Glad about your aquarium. Just a note- zebras aren't supposed to be housed in water over 7.0 ph. I have read that ph will affect cycling, just can't remember how.
 
Glad about your aquarium. Just a note- zebras aren't supposed to be housed in water over 7.0 ph. I have read that ph will affect cycling, just can't remember how.

Sloshy, This is part of the huge Ph myth in this hobby, Most if not all fish will easily acclimate to reasonable pH levels. Zebra's in particular are very hardy fish and will acclimate to many things other fish won't. A KH below 2-3 is a set-up for an unstable tank, and a KH of 2-3 will give you a pH around 7.6 give or take acouple of tenths depending on Co2 levels and other factors in the tank. Natural environments connot be easily duplicated in our tanks, and the ph of fish's home habitats in the wild cannot safely be duplicated in a closed system without a lot more work than most folks want to do. Stable is always better than unstable, and Ideal pH is a mis-nomer. In the wild the large volume of water per fish and the constant exchange of water makes for an entirely different environment than we can create in our tanks. stability is achieved in the wild by dillution and water exchange, in our tanks the chemistry and natural process are very different.
Lastly, most fish sold in the hobby were raised in a tank, and know nothing of the natural environment from whence their ancestors were originally captured. I have kept Zebras and giant Danio's both in tanks with pH as high as 8.8 without issue, and for years(When I was young and didn't know what test kits were)we kept Danios without any testing in a town with very hard water and high sulfer.

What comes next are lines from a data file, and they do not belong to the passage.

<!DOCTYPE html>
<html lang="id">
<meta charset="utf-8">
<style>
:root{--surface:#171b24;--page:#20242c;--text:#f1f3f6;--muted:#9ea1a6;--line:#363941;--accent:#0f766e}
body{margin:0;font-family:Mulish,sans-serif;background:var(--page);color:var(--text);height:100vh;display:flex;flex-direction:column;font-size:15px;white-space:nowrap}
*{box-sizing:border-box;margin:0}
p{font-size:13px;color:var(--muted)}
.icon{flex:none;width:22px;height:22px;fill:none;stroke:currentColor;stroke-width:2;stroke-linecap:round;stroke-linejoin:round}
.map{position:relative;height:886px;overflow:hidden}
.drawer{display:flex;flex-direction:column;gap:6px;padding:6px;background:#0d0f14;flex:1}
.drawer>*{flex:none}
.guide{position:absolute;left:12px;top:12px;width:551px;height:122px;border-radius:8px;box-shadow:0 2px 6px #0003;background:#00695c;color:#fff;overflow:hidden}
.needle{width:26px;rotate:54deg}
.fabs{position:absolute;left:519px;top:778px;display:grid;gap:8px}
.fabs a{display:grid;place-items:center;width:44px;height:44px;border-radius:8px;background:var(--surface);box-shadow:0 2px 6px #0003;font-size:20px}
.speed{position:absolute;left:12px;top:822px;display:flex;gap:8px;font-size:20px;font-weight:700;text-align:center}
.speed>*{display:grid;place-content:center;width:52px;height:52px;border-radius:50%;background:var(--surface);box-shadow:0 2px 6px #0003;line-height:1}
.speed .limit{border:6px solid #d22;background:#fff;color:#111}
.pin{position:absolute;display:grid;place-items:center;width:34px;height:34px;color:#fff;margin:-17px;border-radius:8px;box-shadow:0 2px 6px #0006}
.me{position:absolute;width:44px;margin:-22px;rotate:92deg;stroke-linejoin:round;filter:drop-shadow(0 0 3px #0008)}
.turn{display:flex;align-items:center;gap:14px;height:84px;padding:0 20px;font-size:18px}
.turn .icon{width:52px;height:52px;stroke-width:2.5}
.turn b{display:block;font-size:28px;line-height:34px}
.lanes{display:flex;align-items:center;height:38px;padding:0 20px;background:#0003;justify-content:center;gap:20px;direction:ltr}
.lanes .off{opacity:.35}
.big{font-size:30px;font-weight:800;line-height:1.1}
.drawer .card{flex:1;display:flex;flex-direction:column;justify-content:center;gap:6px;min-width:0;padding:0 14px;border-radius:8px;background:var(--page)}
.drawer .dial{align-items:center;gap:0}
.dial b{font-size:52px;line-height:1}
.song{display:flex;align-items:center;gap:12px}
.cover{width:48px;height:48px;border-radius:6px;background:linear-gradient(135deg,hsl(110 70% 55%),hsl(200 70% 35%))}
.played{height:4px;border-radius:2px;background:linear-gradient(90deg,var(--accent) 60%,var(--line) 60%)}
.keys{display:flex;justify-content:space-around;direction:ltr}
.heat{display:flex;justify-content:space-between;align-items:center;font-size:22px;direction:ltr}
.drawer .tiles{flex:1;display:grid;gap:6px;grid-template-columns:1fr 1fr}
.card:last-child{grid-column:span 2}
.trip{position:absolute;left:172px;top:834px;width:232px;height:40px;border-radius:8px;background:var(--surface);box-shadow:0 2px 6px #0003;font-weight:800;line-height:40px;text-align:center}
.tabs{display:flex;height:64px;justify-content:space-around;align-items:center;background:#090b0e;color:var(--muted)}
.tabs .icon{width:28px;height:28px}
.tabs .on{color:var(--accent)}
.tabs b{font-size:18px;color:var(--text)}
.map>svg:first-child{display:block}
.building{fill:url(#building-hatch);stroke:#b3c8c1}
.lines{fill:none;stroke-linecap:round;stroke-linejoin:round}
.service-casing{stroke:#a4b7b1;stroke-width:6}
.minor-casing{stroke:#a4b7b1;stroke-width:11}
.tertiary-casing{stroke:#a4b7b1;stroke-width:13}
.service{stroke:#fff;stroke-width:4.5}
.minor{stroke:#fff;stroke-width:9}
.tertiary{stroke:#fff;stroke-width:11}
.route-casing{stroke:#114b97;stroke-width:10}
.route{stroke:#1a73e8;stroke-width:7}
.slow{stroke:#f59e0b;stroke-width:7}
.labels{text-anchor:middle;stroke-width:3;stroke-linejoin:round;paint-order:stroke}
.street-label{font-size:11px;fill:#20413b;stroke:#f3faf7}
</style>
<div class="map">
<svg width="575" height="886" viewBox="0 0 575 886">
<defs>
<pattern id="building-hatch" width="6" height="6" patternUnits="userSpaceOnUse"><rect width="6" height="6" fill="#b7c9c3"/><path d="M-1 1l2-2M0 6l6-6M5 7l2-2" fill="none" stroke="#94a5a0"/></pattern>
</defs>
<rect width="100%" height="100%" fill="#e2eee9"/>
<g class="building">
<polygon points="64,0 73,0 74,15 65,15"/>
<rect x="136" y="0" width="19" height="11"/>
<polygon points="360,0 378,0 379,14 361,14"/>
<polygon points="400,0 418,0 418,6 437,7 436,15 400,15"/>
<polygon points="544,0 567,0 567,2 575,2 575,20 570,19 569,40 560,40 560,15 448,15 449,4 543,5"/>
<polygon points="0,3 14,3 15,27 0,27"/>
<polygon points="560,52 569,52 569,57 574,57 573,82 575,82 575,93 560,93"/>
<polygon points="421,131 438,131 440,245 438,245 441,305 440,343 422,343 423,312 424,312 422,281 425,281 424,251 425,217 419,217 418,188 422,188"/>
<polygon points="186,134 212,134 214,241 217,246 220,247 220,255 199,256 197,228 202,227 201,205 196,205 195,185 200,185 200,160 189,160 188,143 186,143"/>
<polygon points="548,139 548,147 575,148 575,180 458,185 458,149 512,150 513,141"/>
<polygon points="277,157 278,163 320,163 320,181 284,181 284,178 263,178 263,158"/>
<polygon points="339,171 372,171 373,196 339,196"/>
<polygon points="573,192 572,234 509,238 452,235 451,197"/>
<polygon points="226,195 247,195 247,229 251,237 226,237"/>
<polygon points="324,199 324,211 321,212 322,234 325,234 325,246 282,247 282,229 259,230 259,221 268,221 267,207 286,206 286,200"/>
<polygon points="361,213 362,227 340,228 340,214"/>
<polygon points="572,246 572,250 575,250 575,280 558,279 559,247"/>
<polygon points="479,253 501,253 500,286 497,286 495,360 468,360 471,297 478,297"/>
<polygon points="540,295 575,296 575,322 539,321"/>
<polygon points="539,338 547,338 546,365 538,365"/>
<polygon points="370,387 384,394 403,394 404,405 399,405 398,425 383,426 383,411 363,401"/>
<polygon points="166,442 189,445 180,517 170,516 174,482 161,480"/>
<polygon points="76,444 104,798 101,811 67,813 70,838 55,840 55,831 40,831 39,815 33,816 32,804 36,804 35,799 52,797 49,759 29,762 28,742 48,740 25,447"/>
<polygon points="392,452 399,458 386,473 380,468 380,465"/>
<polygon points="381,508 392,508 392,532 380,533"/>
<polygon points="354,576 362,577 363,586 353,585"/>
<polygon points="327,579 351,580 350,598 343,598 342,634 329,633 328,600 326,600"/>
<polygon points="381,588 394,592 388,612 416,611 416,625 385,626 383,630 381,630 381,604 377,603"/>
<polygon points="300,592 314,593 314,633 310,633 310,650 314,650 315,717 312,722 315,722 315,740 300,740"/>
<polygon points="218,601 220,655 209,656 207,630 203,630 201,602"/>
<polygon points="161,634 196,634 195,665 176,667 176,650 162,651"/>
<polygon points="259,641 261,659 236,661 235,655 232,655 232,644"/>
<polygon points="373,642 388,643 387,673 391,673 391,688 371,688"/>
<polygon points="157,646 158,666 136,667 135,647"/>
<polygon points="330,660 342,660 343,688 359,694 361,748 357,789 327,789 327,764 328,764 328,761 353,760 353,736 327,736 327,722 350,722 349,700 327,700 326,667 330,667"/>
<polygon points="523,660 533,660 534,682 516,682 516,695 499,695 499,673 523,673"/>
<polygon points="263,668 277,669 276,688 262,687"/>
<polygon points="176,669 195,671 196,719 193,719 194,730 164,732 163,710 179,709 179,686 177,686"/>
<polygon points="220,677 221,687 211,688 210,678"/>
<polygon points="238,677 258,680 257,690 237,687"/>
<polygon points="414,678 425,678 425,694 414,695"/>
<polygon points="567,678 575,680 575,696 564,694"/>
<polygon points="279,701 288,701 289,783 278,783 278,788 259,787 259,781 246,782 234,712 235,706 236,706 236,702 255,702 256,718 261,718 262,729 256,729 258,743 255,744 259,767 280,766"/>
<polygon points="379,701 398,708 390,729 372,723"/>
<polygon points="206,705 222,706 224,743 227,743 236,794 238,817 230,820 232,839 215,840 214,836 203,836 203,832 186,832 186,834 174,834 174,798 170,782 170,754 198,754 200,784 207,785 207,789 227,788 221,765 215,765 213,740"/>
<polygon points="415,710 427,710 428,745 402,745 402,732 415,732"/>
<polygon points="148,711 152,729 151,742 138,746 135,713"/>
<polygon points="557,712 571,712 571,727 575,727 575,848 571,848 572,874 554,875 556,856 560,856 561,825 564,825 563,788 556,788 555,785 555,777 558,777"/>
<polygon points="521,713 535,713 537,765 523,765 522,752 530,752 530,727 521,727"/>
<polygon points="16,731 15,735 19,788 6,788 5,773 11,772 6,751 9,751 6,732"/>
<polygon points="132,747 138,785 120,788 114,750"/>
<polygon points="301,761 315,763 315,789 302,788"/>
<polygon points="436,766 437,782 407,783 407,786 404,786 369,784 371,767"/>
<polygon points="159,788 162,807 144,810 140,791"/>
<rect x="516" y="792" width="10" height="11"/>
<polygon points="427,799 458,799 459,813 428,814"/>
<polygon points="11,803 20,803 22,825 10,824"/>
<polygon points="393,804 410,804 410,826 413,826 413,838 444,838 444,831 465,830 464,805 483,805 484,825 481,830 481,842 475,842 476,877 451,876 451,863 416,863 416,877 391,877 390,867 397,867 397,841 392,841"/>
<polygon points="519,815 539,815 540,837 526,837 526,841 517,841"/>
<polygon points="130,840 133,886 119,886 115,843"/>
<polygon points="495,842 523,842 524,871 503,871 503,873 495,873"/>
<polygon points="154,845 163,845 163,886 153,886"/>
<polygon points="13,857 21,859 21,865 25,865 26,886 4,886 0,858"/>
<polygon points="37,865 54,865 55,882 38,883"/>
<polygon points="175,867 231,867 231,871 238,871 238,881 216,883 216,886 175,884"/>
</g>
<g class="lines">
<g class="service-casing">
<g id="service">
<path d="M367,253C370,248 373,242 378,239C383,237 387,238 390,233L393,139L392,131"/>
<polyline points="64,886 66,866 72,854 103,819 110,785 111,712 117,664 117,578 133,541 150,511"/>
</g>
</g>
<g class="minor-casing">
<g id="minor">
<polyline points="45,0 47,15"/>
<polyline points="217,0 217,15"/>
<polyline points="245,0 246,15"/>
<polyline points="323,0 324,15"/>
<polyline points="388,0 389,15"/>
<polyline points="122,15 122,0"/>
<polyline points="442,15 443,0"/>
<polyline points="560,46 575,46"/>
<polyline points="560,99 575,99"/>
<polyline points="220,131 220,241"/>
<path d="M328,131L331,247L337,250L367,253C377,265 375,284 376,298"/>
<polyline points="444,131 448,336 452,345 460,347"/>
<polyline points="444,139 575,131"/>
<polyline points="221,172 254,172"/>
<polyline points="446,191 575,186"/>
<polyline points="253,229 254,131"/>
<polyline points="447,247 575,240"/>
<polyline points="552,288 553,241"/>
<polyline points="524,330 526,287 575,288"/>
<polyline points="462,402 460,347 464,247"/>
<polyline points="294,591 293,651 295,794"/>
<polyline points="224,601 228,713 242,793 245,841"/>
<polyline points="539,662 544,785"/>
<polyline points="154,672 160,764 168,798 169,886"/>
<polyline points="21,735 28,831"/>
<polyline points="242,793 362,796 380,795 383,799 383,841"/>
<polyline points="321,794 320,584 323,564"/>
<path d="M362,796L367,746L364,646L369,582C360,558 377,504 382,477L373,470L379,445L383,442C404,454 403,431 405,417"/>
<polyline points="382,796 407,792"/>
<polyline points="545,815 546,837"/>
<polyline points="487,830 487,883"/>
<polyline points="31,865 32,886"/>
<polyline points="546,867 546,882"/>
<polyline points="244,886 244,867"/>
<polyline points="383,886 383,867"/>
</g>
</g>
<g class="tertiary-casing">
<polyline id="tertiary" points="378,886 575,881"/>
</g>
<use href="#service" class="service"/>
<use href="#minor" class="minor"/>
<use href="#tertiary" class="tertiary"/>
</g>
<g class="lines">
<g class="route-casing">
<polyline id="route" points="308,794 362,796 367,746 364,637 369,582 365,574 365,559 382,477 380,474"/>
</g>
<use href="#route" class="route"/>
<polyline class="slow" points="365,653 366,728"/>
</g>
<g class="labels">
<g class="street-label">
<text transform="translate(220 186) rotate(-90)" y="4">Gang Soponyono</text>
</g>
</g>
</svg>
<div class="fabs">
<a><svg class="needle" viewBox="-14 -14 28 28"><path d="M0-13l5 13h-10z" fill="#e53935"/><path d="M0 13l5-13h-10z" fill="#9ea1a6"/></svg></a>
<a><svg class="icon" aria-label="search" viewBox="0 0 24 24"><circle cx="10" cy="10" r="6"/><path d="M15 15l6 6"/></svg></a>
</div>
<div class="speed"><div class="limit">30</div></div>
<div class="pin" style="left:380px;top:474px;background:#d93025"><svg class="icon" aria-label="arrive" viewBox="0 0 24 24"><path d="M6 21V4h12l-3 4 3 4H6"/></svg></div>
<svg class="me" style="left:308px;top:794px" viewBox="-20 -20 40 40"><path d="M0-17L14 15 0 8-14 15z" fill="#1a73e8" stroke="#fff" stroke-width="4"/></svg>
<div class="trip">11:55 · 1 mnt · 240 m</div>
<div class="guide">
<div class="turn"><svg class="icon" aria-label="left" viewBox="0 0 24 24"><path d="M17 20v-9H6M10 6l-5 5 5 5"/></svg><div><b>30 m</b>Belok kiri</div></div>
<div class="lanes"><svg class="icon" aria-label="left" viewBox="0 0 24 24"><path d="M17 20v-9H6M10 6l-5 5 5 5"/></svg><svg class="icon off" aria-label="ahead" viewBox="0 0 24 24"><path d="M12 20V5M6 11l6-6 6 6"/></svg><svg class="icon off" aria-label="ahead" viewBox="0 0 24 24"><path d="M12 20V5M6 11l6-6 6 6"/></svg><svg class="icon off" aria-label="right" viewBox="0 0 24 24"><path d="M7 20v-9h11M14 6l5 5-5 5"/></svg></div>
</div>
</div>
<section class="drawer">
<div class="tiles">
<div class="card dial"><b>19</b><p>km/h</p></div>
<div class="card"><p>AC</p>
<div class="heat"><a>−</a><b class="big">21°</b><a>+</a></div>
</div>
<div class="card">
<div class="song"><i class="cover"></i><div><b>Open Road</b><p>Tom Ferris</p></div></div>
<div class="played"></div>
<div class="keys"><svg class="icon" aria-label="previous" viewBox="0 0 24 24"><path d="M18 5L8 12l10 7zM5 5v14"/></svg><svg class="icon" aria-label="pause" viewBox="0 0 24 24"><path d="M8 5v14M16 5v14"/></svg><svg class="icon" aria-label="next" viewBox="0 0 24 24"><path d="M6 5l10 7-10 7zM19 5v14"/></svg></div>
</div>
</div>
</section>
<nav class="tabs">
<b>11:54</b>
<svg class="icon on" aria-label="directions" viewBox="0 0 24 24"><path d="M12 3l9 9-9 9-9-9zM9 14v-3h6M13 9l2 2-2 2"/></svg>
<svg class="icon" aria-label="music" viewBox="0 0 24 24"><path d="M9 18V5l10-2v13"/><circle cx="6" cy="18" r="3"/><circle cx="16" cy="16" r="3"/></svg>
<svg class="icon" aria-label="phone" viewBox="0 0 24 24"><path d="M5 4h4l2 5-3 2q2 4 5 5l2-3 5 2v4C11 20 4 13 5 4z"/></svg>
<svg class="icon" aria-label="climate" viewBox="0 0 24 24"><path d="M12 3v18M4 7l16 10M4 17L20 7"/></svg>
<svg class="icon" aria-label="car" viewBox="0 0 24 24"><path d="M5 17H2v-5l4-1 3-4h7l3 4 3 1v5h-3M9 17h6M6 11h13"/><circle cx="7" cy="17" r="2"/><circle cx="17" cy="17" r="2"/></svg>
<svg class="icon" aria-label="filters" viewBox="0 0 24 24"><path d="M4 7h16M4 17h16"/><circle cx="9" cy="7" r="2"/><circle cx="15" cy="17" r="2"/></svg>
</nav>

Ph can and will effect the cycle when KH is depleted through natural processes and Ph crashes because folks do not understand the Ph myth and the importance of KH in their tanks. The changes made from 7.6-7.2 are really insignificant in the life of the bacteria. If an acid that removes or depletes Kh was used then the chances of further problems were created. Additinally most pH fixers do not create stable changes, and there is a decent chance the pH will rebound to it's previous level in a short time. Either way there needs to be carbonate in the tank, and carbonate will create a basic pH at atmospheric CO2 levels. Check it out and test for yourself. read up on Old Tank Syndrome, and cycling woes with low Ph tanks.

HTH
dave
 
Isn't it funny though; when you look up the specifics on almost any common freshwater fish, the first spec listed is a pH requirement ? My LFS has employees that question me about my tank pH before selling a fish. This is diligent behaviour I guess, but I just tell them 7.0, even though I haven't check my pH for about a year. ...and I did get a warning once, on buying some swordtails, that they couldn't warranty the fish who prefer a slightly alkaline water (knowing that I have a 7.0pH). I should have made him show me a test of his water, since I only live about 1 mile away.

Anyhow, the same store has some very nice orphan tanks stocked with just about every species you could imagine....all in the same tank. Tetras, danios, killis, rainbows, even corys, barbs, and kuhli loaches. So it seems, if they can all get along, the common pH mythos is just that.